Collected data
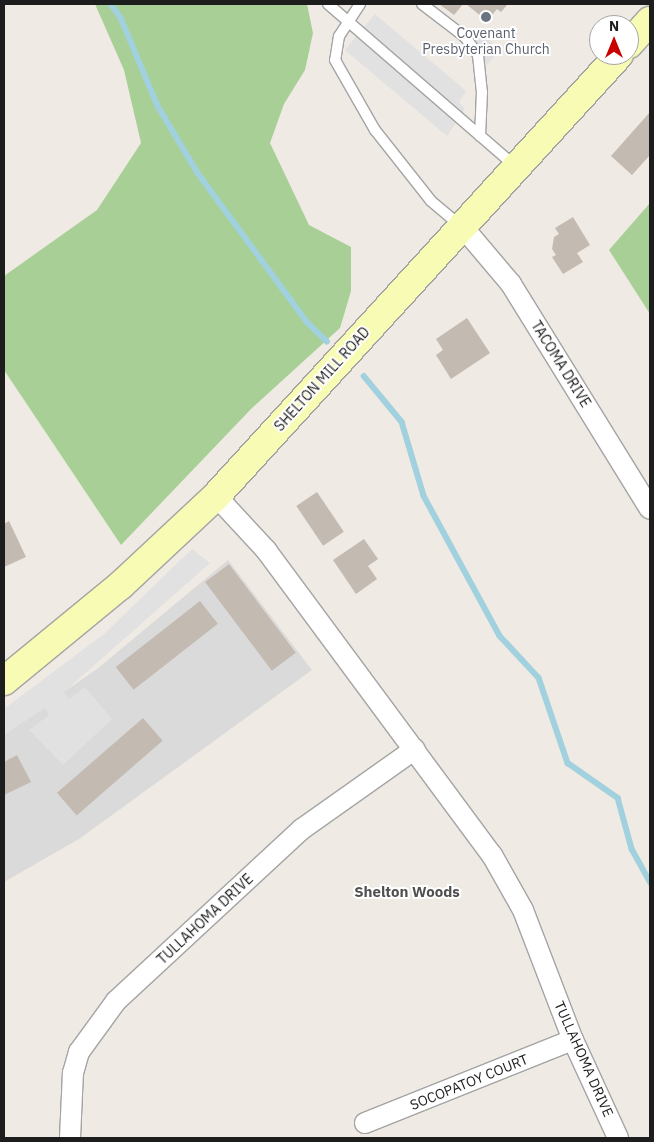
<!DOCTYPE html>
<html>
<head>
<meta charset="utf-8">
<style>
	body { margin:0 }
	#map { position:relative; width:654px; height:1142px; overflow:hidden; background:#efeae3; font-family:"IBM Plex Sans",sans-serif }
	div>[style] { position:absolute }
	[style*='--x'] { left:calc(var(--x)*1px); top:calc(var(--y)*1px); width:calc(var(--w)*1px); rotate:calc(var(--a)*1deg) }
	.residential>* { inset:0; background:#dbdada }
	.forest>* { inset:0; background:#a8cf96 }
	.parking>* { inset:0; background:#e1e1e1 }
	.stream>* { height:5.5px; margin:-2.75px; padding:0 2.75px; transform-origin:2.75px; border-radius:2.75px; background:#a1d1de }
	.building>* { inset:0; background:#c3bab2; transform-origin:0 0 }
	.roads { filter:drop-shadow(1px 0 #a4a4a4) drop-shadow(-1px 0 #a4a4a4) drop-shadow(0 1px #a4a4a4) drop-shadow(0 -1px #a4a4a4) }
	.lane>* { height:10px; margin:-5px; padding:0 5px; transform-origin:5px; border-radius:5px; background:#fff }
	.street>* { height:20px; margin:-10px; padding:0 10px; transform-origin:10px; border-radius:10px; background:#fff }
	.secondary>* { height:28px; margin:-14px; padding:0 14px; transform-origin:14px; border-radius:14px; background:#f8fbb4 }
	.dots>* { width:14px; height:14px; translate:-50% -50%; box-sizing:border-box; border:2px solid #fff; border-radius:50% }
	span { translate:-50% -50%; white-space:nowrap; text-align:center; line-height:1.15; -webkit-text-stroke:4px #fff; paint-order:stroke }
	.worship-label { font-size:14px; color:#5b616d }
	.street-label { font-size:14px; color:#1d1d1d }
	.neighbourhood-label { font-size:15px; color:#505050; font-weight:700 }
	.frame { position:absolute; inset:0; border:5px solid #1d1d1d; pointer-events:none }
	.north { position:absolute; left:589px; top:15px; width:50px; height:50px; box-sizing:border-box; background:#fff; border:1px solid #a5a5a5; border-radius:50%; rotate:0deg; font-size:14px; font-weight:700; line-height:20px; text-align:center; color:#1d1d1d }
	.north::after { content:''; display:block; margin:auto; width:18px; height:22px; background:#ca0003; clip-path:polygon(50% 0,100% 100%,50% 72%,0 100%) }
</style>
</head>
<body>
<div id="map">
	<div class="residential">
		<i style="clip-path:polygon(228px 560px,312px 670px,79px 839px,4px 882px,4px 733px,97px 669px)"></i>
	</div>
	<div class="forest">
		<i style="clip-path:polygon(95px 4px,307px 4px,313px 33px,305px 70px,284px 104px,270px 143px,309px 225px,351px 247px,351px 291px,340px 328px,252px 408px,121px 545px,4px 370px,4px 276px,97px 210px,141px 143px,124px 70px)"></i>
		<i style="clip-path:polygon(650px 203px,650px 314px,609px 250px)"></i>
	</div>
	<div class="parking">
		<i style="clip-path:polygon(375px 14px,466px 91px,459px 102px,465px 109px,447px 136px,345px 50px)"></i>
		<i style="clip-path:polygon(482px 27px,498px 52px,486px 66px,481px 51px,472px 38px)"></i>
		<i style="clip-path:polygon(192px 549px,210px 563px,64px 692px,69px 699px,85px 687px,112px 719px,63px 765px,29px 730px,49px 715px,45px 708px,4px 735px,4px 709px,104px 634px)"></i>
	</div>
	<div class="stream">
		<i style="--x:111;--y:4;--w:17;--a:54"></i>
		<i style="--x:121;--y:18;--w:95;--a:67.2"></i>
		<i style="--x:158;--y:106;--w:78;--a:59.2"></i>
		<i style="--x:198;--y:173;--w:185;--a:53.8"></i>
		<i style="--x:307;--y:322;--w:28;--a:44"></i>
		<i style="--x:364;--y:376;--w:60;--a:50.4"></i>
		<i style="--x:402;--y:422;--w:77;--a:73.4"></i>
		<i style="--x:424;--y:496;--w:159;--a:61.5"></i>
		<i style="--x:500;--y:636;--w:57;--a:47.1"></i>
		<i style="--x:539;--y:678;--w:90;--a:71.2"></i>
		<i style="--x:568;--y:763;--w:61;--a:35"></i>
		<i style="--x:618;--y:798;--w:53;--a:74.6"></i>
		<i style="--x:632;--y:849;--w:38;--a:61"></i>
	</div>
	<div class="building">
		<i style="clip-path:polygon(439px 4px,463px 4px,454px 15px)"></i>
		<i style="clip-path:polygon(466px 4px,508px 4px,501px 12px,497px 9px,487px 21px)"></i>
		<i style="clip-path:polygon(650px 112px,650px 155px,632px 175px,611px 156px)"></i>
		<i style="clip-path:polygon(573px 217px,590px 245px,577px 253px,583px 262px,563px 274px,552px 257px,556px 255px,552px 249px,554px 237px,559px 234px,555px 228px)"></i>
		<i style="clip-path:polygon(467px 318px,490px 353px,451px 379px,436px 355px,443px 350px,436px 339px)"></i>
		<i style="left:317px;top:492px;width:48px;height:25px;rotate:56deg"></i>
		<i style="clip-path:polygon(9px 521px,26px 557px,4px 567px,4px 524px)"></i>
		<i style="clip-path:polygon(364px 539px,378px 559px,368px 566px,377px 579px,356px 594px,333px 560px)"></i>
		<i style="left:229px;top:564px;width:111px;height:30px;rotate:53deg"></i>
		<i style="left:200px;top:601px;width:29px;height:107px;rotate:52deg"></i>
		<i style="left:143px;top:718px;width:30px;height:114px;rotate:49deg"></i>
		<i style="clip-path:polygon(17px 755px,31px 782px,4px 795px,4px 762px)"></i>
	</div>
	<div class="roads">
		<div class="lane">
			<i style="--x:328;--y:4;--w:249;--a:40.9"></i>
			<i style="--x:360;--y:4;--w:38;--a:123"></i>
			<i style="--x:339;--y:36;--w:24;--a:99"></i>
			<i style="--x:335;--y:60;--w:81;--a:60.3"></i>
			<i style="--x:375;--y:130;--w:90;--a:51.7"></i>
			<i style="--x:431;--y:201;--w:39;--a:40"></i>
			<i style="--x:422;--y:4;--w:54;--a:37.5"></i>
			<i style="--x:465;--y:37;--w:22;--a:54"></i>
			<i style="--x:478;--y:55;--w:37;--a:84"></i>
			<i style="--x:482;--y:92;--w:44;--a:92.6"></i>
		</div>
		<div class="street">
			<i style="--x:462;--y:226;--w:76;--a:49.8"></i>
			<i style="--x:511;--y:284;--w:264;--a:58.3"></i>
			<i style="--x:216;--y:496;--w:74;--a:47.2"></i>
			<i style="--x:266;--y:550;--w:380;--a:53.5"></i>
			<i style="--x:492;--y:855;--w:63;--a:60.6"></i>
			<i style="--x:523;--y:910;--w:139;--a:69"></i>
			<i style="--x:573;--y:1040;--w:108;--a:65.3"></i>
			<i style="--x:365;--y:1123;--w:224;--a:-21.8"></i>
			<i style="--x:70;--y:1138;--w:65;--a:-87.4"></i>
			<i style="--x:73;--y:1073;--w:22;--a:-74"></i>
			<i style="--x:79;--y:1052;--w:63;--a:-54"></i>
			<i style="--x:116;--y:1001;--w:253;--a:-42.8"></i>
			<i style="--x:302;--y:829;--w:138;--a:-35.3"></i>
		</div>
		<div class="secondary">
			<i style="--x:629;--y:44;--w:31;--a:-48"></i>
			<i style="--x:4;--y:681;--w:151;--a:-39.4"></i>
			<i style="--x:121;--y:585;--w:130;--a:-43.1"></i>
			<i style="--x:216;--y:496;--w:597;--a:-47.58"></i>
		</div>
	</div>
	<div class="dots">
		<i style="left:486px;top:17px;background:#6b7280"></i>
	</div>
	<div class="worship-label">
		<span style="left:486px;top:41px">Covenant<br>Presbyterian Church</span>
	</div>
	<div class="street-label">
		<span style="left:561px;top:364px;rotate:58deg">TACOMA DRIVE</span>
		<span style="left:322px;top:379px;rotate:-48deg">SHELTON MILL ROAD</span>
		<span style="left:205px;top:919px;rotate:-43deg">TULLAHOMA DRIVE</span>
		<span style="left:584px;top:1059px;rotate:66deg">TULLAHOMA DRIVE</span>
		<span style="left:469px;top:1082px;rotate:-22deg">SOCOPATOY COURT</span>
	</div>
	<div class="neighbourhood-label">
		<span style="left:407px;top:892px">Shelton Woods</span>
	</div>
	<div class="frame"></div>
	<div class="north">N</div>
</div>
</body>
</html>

= What you have to do =
Take every line from the data that contains the word "lane".

= Task output =
	.lane>* { height:10px; margin:-5px; padding:0 5px; transform-origin:5px; border-radius:5px; background:#fff }
		<div class="lane">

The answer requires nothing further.